FORTY minutes - that's how long it took for water to begin threatening homes in Goodnight after the discovery of a broken levee bank.

RFS flood coordinator Danny Andrews told The Guardian he and his crew were sandbagging a home on Wanera Lane last week when they made the alarming realisation.

“As we were sandbagging the house, one of my group leaders had gone down to a levee bank and shot a level across and realised that it was probably about a 1.5m wall of water coming our way,” Mr Andrews said.

“So we basically set an evacuation order on the house, and we managed to get the fridge, freezer, and other goods out of the house, and by the time we got all of that loaded there was water lapping at our feet.

“That’s how quick it came across - 40 minutes.

“It’s insane, it really is, I didn’t think the water would come up as quick as what it did.”

While the residents of the evacuated home were found emergency accommodation, it did understandably leave Mr Andrews and his crew feeling a little on edge.

“That was freaking me out a little bit so we ended up going down and shoring up a couple more houses that are down along that levee bank line just to make sure, and since then there have been no other house impacts,” he said.

“But there is seeping levee banks all the way through Goodnight, so it is a huge risk at the moment, and it is something that we are monitoring every day.”

Mr Andrews believes the priority at the moment for Goodnight is ensuring that Lockhart Road, which is the main road in and out of the area, does not become impassable.

“Goodnight is a town that has one road out and one road in apart from a wet weather road that you can’t get up at the moment anyway because there is too much water on it,” he said.

“If that gets severed then we are isolated, so all efforts are going to go into preventing that.

“We are at the stage now that that the temporary levee is being cut by the wind and the waves because it is coming up so high and it has got limited freeboard on there, so we are having to get that redone and widened and thickened up so it can handle it, so then we don’t lose services and we don’t get isolated.

“We just don’t want to be cut off.”

Mr Andrews said there was a day during the week where water levels actually dropped, but it still quite hard to predict what is going to happen with so much water trying to flow down through the Wakool Junction.

“We’re finding that every day is a little bit different depending on how the Wakool is flowing, but it is still flowing at 166,000 megalitres a day, versus the 30,000 that the Murray is flowing,” Mr Andrews said.

“It is meant to peak on the weekend at 12m, whether it gets there or not I am unsure, but that’s what the reports are.
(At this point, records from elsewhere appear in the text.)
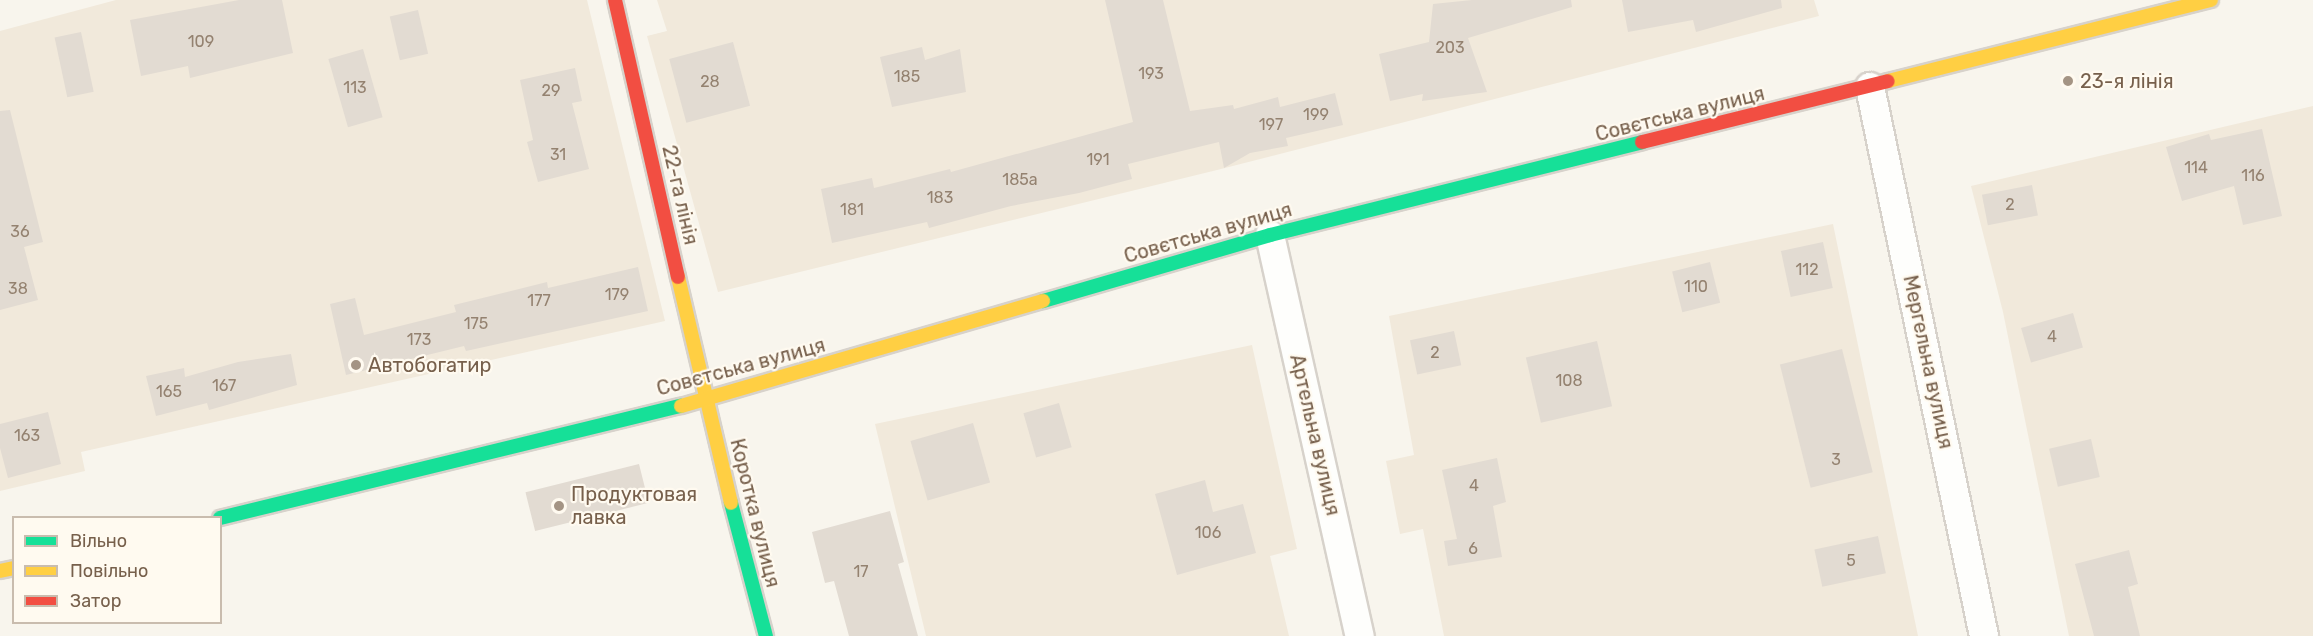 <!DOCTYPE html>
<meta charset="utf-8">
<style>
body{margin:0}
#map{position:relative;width:2313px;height:636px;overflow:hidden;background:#f8f5ed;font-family:Rubik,sans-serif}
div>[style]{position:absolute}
.residential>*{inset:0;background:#f1e9db}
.building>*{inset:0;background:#e2dbd2;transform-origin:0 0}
.roads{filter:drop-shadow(2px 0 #d7d2cb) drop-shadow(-2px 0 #d7d2cb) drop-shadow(0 2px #d7d2cb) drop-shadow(0 -2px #d7d2cb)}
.street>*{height:28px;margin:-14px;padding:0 14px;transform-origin:14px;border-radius:14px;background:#fefefc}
.fast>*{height:14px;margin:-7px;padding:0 7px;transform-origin:7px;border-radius:7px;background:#16e098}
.slow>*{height:14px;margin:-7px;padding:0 7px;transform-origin:7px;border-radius:7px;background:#ffcf43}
.jam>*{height:14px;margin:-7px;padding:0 7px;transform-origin:7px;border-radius:7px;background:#f24e42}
.dots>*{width:16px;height:16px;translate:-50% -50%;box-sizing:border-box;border:3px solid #fffaf0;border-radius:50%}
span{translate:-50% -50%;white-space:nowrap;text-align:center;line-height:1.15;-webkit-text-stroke:4.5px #fffaf0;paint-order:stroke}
.number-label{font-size:16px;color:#948270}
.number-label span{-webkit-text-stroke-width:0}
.poi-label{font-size:20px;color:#77604c}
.left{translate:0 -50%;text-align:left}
.street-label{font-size:20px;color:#77604c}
.legend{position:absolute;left:12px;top:516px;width:210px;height:108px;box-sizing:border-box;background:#fffaf0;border:2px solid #c9bcae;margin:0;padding:8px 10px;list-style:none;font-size:18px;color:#77604c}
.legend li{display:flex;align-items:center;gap:12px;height:30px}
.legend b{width:30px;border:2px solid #c9bcae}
</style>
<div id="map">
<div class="residential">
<div style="clip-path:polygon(116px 0,587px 0,665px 321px,81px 452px,85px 471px,0 491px,0 31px)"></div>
<div style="clip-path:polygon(657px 0,1814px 0,1819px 16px,1217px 170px,718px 292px,647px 36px,667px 31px)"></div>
<div style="clip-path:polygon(2313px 106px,2313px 636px,2069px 636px,2003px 312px,1971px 186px)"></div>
<div style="clip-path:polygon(1833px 224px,1918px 636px,1444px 636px,1423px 529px,1400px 534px,1386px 461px,1414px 455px,1389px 316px)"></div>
<div style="clip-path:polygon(1252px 345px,1297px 549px,1270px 556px,1289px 636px,926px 636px,875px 424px)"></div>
</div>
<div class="building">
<div style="clip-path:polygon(239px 0,282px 0,293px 53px,190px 78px,188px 66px,141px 76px,130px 20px)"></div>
<div style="clip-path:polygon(1105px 0,1163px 0,1190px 111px,1233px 105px,1234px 109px,1278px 97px,1280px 107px,1335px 93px,1343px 125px,1286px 138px,1288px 146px,1250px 153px,1224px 168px,1219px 142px,1128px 164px,1132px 179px,1079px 193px,1011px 206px,929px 228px,927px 222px,832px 243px,821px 189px,872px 178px,874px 188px,950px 169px,951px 172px,1133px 122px)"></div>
<div style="clip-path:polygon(1472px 0,1571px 0,1572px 7px,1468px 38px,1487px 92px,1422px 101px,1423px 94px,1390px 101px,1379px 54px,1429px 42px,1433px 4px)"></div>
<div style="clip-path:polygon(1622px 0,1781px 0,1782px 8px,1696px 32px,1693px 20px,1628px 32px)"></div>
<div style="left:418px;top:10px;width:45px;height:29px;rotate:77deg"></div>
<div style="left:81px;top:32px;width:61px;height:27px;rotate:78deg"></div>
<div style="left:733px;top:42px;width:66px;height:66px;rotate:75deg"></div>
<div style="clip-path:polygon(922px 47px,925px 60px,960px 49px,966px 92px,892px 107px,880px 57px)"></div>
<div style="left:363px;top:49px;width:71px;height:36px;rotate:74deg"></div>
<div style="clip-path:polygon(575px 68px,582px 101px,572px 103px,589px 169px,538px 182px,527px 142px,533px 140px,520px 80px)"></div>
<div style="clip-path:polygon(10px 110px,43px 242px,24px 247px,38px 300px,0 310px,0 111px)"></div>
<div style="clip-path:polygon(2262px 129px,2282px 216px,2243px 225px,2234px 186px,2182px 201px,2166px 147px,2209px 134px,2211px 140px)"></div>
<div style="left:2032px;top:185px;width:31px;height:51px;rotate:79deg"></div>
<div style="left:1823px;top:242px;width:47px;height:43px;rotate:78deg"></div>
<div style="left:1710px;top:262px;width:42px;height:39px;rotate:76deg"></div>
<div style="clip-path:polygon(638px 267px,648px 311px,466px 351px,464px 346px,346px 375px,330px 304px,355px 298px,364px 335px,456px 312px,454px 305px,547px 282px,548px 288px)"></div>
<div style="left:2073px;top:313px;width:36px;height:54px;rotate:74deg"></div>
<div style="left:1454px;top:331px;width:35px;height:45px;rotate:78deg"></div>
<div style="left:1597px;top:341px;width:67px;height:73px;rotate:77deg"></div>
<div style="left:1842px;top:349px;width:127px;height:64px;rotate:76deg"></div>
<div style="clip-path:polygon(291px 354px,297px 385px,209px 410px,207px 403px,156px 416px,146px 376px,184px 368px,185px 377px,238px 362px)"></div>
<div style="left:1059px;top:403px;width:46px;height:37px;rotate:74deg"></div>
<div style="clip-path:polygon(48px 412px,61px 464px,8px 478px,0 448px,0 424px)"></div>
<div style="left:973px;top:423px;width:62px;height:65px;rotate:74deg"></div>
<div style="left:2091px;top:439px;width:39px;height:43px;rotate:77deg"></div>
<div style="clip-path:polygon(1497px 458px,1506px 502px,1493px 506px,1502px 557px,1448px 566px,1444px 541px,1457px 539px,1442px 470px)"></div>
<div style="left:639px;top:464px;width:40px;height:117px;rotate:76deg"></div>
<div style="clip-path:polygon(1205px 480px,1213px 512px,1243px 504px,1256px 553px,1177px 575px,1155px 494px)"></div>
<div style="clip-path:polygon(890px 511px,904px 562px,898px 564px,918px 636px,849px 636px,834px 581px,825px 583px,812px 532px)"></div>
<div style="left:1878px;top:536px;width:38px;height:65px;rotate:78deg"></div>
<div style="clip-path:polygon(2129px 550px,2138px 584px,2128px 587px,2140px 636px,2094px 636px,2075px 564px)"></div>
</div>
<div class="roads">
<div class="street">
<div style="left:1870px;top:87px;width:561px;rotate:78.27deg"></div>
<div style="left:1270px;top:235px;width:411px;rotate:77.4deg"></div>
</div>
<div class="fast">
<div style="left:1043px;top:301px;width:236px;rotate:-16.2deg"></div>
<div style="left:1270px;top:235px;width:383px;rotate:-14deg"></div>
<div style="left:731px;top:503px;width:138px;rotate:75.3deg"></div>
<div style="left:220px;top:518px;width:474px;rotate:-13.7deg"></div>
</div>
<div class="slow">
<div style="left:1888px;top:81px;width:333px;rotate:-14.1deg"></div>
<div style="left:678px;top:277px;width:232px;rotate:76.8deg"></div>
<div style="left:681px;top:406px;width:377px;rotate:-16.2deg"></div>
<div style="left:0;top:571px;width:14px;rotate:-12deg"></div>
</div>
<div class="jam">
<div style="left:615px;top:0;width:284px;rotate:77.2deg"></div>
<div style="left:1642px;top:142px;width:253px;rotate:-13.9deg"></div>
</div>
</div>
<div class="dots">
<div style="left:2068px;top:81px;background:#a49484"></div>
<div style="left:356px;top:365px;background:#a49484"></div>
<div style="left:559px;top:506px;background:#a49484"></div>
</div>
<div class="number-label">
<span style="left:201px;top:42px">109</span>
<span style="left:1450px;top:48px">203</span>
<span style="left:1151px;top:74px">193</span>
<span style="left:907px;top:77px">185</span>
<span style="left:710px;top:82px">28</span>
<span style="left:355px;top:88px">113</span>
<span style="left:551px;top:91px">29</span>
<span style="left:1316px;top:115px">199</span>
<span style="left:1271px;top:125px">197</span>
<span style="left:558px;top:155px">31</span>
<span style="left:1098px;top:160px">191</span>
<span style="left:2196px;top:168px">114</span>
<span style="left:2253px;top:176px">116</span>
<span style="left:1020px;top:180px">185а</span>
<span style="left:940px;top:198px">183</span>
<span style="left:2010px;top:205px">2</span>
<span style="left:852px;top:210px">181</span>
<span style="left:20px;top:232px">36</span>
<span style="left:1807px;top:270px">112</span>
<span style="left:1696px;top:287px">110</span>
<span style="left:18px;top:289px">38</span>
<span style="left:617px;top:295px">179</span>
<span style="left:539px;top:301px">177</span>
<span style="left:476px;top:324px">175</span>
<span style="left:2052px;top:337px">4</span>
<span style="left:419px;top:340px">173</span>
<span style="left:1435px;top:353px">2</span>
<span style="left:1569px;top:381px">108</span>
<span style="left:224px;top:386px">167</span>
<span style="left:169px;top:392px">165</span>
<span style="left:27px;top:436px">163</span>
<span style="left:1836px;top:460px">3</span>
<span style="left:1474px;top:486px">4</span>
<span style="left:1208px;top:533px">106</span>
<span style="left:1473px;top:549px">6</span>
<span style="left:1851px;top:561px">5</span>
<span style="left:861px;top:572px">17</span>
</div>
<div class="poi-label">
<span class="left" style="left:2080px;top:81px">23-я лінія</span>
<span class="left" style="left:368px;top:365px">Автобогатир</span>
<span class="left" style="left:571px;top:506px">Продуктовая<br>лавка</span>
</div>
<div class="street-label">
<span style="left:1680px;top:114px;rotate:-14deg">Совєтська вулиця</span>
<span style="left:680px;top:195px;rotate:77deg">22-га лінія</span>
<span style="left:1208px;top:233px;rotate:-16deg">Совєтська вулиця</span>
<span style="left:1928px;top:362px;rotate:78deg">Мергельна вулиця</span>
<span style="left:741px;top:367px;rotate:-15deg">Совєтська вулиця</span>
<span style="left:1315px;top:435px;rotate:77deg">Артельна вулиця</span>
<span style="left:755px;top:513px;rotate:76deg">Коротка вулиця</span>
</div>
<ul class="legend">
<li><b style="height:8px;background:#16e098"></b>Вільно</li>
<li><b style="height:8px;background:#ffcf43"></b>Повільно</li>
<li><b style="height:8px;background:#f24e42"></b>Затор</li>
</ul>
</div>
If it gets to 12m we will get that backing back effect again.”

And with no reprieve from the water in sight in the near future, locals like Mr Andrews are beginning to tire, but will not give up.

“Physically I am starting to wear thin a little bit, but you have just got to keep on keeping on for the community – I’m not going to stop until everyone is safe and until all of this threat is over and we can go back to normal,” Mr Andrews said.